Problem requirements: Your job is to restate each entry word for word.
[Material for the task Boundary: Start]
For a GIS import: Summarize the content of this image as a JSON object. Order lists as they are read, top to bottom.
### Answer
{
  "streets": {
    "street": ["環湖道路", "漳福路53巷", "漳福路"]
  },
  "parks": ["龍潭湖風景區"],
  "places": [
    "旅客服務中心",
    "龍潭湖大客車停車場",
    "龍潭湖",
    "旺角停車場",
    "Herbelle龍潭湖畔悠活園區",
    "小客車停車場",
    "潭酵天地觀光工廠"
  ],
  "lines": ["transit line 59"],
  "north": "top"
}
[Material for the task Boundary: End]
Solved exercise:
For a GIS import: Summarize the content of this image as a JSON object. Order lists as they are read, top to bottom.
### Answer
{
  "streets": {
    "street": ["環湖道路", "漳福路53巷", "漳福路"]
  },
  "parks": ["龍潭湖風景區"],
  "places": [
    "旅客服務中心",
    "龍潭湖大客車停車場",
    "龍潭湖",
    "旺角停車場",
    "Herbelle龍潭湖畔悠活園區",
    "小客車停車場",
    "潭酵天地觀光工廠"
  ],
  "lines": ["transit line 59"],
  "north": "top"
}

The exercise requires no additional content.